Mastra 1.41 also unifies “stream until idle” behavior behind an untilIdle option across core, server, and client SDKs. stream() and resumeStream() now accept untilIdle: true or { maxIdleMs }; server endpoints and client SDKs accept the same field. The older dedicated streamUntilIdle(), resumeStreamUntilIdle(), and matching endpoints remain available but are deprecated.

This is the right API cleanup because agent streams are no longer just token pipes. They carry tool events, background continuations, resumptions, UI state, and sometimes work that keeps going after the first response looks done. A single stream(..., { untilIdle: true }) shape is less error-prone than parallel endpoint families with almost identical semantics. It also forces the product team to acknowledge the operational question: how long should this connection stay open while the agent is still doing useful work?

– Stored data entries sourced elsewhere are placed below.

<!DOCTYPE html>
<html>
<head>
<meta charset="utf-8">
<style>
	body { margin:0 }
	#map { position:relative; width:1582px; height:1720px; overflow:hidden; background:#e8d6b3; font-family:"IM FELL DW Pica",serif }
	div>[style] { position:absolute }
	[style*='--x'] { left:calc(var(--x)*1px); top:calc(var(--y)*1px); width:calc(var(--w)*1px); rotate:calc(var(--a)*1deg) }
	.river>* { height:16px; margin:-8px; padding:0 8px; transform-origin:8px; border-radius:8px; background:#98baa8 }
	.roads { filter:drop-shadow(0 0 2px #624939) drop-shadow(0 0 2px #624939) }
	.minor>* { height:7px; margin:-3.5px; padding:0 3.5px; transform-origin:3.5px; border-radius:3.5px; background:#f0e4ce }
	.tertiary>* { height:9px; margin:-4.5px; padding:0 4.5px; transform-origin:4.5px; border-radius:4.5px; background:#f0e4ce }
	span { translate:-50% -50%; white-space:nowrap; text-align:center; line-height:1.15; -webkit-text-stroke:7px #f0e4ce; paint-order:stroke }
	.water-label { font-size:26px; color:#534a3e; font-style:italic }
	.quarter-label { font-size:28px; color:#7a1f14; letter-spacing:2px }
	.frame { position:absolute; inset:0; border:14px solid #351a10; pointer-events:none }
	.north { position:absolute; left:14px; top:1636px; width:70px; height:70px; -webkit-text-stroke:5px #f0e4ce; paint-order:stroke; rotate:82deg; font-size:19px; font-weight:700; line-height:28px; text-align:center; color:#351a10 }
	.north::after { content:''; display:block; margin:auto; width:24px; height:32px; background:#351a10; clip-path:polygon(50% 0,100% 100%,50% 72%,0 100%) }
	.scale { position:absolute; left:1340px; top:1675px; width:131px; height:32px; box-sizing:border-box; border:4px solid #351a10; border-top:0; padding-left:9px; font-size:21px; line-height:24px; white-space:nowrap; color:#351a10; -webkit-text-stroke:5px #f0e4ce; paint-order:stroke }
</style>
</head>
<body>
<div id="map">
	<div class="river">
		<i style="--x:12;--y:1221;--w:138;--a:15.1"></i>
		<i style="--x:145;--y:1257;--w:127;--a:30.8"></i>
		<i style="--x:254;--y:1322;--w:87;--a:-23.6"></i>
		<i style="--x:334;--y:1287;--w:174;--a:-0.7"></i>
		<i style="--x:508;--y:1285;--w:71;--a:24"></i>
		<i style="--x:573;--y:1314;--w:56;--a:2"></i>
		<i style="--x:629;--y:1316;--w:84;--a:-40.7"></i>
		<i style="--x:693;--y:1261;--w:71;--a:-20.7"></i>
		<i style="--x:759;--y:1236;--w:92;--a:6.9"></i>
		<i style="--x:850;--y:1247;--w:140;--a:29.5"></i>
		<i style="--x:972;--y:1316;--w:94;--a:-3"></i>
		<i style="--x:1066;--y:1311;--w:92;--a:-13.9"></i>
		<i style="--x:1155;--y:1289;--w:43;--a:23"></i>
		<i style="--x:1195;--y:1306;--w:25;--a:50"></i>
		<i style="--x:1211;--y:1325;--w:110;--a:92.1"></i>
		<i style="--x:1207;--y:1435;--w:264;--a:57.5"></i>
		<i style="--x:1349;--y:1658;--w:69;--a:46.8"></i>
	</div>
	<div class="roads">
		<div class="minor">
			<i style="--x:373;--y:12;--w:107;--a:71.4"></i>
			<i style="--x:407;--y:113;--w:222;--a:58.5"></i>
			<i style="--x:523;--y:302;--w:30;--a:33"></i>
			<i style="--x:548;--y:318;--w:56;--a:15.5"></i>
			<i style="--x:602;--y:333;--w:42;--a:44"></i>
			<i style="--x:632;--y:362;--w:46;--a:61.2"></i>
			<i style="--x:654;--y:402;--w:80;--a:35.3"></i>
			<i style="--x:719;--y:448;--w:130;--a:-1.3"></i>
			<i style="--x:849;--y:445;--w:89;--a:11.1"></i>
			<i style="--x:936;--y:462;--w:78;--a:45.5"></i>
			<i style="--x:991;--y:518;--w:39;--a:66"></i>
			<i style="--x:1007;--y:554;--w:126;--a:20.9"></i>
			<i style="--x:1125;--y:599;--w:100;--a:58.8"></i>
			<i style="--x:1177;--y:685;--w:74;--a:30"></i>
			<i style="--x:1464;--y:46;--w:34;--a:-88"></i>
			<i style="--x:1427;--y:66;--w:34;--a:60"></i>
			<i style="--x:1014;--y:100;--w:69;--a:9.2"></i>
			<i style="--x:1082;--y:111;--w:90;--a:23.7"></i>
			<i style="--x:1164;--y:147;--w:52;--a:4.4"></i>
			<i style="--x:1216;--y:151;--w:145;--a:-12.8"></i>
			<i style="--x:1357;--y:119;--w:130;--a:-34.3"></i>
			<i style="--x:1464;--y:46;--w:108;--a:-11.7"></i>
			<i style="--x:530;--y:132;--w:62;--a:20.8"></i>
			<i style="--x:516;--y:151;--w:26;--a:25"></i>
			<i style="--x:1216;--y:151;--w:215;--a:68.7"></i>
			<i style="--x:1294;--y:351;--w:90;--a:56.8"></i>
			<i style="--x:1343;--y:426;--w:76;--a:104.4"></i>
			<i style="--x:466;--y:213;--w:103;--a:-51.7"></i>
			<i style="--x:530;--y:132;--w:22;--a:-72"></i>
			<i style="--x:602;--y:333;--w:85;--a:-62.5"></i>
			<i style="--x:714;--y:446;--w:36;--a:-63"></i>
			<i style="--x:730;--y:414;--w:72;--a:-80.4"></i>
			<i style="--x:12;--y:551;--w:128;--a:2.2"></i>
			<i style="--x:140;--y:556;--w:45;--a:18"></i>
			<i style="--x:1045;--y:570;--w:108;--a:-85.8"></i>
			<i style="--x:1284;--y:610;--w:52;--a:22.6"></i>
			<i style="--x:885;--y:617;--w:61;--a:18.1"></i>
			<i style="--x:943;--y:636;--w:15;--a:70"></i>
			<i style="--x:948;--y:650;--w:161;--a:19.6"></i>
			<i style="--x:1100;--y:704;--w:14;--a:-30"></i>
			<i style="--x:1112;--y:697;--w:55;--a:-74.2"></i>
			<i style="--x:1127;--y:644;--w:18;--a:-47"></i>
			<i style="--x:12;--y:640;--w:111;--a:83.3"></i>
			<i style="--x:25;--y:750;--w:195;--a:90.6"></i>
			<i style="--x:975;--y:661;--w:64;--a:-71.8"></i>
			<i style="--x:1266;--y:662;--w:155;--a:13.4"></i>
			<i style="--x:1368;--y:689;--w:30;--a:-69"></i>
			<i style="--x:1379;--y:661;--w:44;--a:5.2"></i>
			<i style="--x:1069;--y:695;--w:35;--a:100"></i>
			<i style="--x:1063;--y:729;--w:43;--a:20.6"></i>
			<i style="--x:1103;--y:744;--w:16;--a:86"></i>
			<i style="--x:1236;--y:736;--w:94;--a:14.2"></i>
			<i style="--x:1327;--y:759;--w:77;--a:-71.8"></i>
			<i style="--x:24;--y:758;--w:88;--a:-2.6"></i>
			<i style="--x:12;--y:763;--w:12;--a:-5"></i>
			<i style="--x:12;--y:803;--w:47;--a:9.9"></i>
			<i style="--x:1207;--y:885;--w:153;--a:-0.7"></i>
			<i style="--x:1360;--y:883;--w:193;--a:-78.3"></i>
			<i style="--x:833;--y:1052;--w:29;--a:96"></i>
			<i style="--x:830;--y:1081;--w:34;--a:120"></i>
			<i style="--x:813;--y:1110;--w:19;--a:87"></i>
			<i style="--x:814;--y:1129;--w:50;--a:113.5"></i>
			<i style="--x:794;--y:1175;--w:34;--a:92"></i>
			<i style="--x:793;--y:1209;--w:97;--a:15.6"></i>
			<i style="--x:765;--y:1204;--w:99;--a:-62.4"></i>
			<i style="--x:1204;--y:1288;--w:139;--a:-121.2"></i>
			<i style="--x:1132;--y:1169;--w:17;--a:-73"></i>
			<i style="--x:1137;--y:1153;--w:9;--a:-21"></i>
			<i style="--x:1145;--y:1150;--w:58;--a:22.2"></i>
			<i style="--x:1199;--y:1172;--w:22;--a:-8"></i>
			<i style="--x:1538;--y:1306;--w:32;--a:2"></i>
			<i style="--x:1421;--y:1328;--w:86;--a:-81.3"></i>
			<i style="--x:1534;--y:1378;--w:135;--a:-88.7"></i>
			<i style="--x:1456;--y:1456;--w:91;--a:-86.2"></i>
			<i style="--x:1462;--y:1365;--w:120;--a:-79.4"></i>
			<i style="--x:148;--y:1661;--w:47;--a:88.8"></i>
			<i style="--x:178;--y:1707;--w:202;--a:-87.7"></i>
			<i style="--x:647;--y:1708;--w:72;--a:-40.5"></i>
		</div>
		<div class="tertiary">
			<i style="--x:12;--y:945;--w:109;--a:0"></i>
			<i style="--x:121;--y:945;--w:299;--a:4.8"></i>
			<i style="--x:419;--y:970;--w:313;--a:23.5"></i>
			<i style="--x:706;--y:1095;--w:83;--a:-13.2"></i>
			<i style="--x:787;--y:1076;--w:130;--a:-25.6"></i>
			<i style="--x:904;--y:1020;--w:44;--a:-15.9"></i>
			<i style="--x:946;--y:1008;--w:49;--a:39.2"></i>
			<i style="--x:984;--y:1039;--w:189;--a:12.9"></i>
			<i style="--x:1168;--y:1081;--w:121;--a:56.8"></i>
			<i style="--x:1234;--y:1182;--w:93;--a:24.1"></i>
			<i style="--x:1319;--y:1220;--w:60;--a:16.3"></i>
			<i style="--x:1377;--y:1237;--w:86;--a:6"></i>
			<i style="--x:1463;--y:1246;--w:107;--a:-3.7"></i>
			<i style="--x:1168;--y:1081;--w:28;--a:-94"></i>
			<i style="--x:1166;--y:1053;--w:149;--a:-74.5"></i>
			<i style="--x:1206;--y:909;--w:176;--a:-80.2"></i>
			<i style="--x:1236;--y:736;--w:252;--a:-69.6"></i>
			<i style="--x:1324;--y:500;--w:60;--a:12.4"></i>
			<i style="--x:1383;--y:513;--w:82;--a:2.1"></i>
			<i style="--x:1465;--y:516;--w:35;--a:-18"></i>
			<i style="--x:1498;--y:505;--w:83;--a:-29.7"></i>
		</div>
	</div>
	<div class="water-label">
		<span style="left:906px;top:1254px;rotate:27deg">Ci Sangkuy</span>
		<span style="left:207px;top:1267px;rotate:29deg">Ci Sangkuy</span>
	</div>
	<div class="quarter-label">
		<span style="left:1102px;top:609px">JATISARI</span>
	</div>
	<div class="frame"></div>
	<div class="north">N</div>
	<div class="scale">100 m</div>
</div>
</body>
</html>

The answer should not be “forever.” Teams using untilIdle need idle caps, cancellation paths, traceability, and resource accounting. Keeping a stream open across background continuations improves UX when the user expects live progress. It becomes a denial-of-wallet feature if every speculative task keeps sockets, workers, or sandboxes warm without limits.

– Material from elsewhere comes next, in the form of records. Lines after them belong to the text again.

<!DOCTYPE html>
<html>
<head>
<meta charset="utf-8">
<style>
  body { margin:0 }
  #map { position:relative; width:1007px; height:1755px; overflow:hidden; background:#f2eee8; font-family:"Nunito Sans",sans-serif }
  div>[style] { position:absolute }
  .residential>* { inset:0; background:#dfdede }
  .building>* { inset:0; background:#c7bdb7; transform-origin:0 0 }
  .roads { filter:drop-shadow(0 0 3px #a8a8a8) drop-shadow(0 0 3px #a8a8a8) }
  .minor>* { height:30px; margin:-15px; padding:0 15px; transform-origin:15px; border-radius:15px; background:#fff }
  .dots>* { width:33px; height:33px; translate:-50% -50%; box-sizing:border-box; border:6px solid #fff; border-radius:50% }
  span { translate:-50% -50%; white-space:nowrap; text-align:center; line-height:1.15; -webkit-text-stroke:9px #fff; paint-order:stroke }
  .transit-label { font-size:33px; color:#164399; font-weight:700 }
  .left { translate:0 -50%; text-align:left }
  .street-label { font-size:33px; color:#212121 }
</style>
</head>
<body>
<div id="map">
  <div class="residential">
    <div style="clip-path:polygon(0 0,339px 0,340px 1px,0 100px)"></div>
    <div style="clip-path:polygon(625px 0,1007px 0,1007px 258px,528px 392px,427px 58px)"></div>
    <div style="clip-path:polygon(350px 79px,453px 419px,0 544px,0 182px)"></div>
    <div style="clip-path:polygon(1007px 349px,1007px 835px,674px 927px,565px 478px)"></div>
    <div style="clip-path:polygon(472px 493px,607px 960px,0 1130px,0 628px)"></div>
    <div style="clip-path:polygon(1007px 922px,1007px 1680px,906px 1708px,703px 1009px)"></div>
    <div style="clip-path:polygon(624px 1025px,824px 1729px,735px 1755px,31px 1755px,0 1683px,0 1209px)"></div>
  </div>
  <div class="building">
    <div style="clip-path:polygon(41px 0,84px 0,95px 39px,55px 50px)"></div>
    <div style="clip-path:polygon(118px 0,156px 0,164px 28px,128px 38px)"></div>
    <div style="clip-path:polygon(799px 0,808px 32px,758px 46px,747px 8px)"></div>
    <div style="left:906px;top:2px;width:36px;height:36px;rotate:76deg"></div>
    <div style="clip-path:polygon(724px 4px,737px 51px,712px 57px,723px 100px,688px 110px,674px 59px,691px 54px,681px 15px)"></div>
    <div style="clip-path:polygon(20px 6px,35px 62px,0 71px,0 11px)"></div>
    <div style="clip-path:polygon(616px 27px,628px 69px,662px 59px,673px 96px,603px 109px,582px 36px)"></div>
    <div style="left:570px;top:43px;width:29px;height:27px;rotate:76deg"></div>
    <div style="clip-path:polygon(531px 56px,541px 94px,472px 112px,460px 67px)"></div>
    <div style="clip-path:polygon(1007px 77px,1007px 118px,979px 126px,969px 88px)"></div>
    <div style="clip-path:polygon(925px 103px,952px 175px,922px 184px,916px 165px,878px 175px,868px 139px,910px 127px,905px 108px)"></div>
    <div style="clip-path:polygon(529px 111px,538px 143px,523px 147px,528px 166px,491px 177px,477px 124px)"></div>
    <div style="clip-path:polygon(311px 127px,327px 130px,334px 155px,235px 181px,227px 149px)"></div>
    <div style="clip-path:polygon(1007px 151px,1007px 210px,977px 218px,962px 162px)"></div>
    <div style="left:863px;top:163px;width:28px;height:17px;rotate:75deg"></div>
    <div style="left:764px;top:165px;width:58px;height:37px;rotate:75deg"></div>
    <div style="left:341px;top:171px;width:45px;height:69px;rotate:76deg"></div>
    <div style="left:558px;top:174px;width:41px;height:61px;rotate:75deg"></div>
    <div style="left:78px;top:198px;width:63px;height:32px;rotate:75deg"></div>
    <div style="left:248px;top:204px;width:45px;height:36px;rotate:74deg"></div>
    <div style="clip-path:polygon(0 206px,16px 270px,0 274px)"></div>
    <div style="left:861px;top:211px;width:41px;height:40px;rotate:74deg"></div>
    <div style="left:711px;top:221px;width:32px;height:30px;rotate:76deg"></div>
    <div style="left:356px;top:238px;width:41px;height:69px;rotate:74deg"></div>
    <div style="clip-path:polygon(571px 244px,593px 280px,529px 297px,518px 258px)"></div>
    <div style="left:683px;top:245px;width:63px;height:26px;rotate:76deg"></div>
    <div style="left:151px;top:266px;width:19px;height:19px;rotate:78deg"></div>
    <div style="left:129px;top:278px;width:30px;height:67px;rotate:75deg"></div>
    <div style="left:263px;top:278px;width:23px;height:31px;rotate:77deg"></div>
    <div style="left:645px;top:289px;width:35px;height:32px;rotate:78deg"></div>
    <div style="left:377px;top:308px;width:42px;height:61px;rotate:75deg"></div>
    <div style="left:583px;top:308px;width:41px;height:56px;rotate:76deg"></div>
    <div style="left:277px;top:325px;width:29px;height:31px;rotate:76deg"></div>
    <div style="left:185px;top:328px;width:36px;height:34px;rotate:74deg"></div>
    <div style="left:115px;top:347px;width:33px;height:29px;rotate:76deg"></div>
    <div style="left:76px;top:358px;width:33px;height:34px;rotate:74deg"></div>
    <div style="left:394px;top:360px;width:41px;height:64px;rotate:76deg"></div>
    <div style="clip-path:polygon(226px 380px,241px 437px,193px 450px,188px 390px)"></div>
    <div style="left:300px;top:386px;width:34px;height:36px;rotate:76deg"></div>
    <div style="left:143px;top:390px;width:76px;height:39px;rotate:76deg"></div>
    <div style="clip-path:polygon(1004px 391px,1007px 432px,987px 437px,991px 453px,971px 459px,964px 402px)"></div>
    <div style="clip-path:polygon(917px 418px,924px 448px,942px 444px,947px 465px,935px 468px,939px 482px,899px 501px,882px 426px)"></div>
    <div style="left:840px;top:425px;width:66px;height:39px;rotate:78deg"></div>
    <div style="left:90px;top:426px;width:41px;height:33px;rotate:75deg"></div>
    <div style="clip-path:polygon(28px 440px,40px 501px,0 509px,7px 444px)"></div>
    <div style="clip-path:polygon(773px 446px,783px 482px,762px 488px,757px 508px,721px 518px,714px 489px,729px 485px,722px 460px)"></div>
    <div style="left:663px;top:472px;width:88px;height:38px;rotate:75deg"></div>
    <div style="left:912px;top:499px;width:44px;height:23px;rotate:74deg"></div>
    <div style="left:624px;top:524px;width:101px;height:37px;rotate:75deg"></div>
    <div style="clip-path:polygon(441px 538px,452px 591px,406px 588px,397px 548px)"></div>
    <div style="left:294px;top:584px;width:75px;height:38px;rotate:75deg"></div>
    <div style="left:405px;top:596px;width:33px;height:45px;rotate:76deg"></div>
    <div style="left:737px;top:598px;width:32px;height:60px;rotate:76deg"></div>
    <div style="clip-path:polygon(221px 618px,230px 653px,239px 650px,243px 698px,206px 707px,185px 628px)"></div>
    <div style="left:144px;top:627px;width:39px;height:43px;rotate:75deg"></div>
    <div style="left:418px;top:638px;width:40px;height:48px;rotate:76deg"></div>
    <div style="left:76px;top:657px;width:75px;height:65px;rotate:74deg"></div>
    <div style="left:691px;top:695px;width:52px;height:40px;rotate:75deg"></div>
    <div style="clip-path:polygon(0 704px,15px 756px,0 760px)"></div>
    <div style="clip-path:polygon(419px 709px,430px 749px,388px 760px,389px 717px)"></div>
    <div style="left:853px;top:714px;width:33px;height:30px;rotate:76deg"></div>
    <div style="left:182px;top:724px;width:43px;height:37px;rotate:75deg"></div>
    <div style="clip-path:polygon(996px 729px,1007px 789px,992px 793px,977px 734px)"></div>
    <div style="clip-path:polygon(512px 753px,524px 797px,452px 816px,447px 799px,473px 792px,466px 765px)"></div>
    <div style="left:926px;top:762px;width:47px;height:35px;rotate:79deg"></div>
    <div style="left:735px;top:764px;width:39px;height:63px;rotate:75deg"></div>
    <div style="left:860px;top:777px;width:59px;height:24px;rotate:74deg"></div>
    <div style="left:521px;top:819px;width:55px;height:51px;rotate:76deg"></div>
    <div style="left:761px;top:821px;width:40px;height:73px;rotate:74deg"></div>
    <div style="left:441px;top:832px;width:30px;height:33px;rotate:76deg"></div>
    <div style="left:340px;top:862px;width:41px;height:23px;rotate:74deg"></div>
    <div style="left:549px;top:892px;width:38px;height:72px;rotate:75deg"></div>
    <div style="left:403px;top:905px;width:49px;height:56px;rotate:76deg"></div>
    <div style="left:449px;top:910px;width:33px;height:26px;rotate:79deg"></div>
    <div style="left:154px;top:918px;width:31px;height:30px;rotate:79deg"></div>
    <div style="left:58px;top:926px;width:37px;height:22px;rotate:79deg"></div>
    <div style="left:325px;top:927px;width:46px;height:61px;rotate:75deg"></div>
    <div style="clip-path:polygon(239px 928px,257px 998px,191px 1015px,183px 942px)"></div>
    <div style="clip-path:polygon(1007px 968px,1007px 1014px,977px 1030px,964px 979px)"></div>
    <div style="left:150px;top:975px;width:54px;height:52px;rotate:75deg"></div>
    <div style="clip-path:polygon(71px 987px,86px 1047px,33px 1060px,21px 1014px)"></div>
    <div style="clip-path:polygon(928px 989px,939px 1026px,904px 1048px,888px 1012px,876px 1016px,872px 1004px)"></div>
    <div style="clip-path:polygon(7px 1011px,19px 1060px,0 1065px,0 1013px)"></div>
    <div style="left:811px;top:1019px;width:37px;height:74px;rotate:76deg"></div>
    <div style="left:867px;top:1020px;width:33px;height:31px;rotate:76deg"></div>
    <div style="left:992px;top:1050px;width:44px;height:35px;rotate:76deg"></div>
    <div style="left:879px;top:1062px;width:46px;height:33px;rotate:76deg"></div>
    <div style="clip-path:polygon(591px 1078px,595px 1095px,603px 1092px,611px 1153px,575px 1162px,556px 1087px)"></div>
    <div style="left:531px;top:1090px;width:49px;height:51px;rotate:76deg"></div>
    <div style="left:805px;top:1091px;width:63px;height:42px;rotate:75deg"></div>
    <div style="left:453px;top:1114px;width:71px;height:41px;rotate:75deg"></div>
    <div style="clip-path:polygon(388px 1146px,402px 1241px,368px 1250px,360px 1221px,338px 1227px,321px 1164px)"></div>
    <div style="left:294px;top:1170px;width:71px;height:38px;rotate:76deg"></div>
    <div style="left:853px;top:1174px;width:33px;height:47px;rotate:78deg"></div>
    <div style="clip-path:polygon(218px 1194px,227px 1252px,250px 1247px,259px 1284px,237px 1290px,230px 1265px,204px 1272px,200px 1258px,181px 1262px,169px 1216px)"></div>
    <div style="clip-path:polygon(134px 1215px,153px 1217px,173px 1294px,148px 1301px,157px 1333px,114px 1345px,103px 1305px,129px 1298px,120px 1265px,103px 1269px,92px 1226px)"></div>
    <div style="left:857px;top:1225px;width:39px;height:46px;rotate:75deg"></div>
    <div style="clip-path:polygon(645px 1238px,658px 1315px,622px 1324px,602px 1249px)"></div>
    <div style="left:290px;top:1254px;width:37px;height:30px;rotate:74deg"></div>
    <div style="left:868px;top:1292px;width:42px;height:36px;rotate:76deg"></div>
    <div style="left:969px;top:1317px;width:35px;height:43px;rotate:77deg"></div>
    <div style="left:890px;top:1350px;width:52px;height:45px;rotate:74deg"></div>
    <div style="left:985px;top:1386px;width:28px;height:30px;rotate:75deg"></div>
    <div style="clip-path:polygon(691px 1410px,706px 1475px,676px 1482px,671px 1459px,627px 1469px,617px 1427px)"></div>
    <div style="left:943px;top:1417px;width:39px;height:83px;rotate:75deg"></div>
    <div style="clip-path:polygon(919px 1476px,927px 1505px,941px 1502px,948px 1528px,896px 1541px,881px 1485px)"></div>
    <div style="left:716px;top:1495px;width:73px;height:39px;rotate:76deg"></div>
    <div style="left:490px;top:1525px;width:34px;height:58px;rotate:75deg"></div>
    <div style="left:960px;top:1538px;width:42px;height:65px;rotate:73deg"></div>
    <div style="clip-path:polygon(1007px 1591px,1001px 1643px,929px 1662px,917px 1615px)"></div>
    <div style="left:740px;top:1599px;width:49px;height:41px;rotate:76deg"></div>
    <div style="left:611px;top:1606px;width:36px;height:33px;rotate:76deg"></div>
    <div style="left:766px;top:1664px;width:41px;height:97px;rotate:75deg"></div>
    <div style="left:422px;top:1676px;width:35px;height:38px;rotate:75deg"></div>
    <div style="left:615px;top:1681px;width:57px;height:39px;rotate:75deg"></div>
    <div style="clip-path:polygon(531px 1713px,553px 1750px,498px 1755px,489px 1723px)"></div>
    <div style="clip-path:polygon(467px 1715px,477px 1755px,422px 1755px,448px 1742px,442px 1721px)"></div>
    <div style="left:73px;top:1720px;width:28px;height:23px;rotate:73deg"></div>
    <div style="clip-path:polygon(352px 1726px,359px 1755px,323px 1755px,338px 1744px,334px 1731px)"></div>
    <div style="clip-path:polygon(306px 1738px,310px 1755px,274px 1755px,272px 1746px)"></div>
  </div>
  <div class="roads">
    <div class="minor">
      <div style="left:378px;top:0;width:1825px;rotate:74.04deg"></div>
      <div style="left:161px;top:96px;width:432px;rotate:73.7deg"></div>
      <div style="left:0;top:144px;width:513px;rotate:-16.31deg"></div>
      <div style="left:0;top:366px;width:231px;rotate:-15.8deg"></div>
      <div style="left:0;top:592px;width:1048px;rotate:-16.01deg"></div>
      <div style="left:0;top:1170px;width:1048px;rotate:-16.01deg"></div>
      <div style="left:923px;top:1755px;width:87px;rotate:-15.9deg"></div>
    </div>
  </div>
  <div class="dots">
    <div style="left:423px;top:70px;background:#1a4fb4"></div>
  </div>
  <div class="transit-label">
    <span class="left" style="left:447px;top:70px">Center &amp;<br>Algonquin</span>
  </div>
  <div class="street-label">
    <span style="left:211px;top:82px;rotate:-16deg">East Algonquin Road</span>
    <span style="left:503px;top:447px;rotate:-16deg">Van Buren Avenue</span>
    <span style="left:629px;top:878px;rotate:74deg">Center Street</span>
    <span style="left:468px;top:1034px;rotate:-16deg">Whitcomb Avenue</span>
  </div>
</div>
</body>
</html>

The broader pattern is clear: Mastra is moving the framework discussion away from “agents versus workflows” and toward runtime contracts. File access, command execution, sandbox identity, process continuity, tool approvals, and cleanup have to be explicit surfaces.

For engineering teams evaluating Mastra against LangGraph, Pydantic AI, CrewAI, Microsoft Agent Framework, or ADK, this release is a useful filter. If your agent never runs commands, never touches tenant data, and never keeps background work alive, dynamic sandboxes may not matter yet. If you are building coding agents, data-analysis agents, internal automation agents, or customer-facing agents that can execute tools in user-specific environments, they matter immediately.

The practical checklist is straightforward. Route sandboxes from authenticated request context, not from model-visible text. Make lifecycle ownership explicit before launch: who starts sandboxes, who destroys them, and when cached references are cleared. Use stable cache keys for background processes, but scope them narrowly enough to avoid cross-tenant leakage. Keep prompt instructions stable unless per-request environment details are necessary. Require approval for side-effecting tools, especially command execution and writes. Put quotas on background processes and open streams. Log sandbox IDs, cache keys, tool calls, process lifecycle events, and cleanup outcomes so “the agent did something weird” becomes an investigation, not folklore.

Mastra 1.41 is not flashy. Flashy is how agent frameworks got stuck optimizing demos while production users were asking where Bob’s files went. This release is about the less glamorous truth: once agents can run commands, the sandbox is not an implementation detail. It is the runtime trust boundary. Treat it that way, or your architecture review will do it for you.